[Stored items]
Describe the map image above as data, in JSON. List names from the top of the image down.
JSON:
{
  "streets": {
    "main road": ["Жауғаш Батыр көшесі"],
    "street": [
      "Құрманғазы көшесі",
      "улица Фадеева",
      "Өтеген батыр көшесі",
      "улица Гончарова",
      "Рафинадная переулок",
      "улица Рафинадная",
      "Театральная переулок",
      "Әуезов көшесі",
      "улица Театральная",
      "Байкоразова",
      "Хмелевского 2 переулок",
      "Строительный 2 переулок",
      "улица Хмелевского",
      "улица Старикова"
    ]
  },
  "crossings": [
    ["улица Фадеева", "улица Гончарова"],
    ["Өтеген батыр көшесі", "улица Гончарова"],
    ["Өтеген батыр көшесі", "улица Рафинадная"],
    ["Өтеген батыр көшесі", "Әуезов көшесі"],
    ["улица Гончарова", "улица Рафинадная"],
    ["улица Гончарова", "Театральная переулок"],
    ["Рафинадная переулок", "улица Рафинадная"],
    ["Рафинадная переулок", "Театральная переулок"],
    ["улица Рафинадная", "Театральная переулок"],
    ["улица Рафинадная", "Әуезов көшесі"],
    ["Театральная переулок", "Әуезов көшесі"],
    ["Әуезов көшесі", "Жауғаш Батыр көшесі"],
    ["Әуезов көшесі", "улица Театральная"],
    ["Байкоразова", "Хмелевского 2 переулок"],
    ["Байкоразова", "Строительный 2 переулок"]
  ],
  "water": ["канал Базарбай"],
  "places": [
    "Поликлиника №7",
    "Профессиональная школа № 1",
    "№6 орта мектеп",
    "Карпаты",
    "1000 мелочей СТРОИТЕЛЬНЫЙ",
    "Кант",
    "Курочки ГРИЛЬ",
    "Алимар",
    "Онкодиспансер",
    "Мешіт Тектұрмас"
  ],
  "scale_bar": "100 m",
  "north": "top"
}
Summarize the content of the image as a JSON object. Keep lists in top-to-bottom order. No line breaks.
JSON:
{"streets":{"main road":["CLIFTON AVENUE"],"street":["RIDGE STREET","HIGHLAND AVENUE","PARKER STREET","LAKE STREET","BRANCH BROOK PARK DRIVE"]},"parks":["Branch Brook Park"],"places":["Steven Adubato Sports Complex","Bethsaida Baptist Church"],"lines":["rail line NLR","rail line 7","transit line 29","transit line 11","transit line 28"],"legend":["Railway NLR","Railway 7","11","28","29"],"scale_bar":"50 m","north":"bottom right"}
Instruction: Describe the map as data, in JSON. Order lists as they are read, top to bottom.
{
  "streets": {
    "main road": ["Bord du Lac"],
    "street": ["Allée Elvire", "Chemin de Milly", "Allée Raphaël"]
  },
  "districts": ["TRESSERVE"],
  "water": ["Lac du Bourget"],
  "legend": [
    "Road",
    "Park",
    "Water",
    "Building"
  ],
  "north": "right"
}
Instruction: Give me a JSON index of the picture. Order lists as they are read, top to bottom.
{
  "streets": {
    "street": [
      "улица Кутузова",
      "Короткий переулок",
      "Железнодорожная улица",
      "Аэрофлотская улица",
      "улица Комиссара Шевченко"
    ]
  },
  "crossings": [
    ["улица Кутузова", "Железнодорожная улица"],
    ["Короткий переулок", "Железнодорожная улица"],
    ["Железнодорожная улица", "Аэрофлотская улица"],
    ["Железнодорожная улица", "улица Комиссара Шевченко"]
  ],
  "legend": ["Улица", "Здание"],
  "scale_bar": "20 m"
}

# [Task directions]
Filter the entries above and return only the lines holding "Хмелевского".

# [Answer for this exercise]
      "Хмелевского 2 переулок",
      "улица Хмелевского",
    ["Байкоразова", "Хмелевского 2 переулок"],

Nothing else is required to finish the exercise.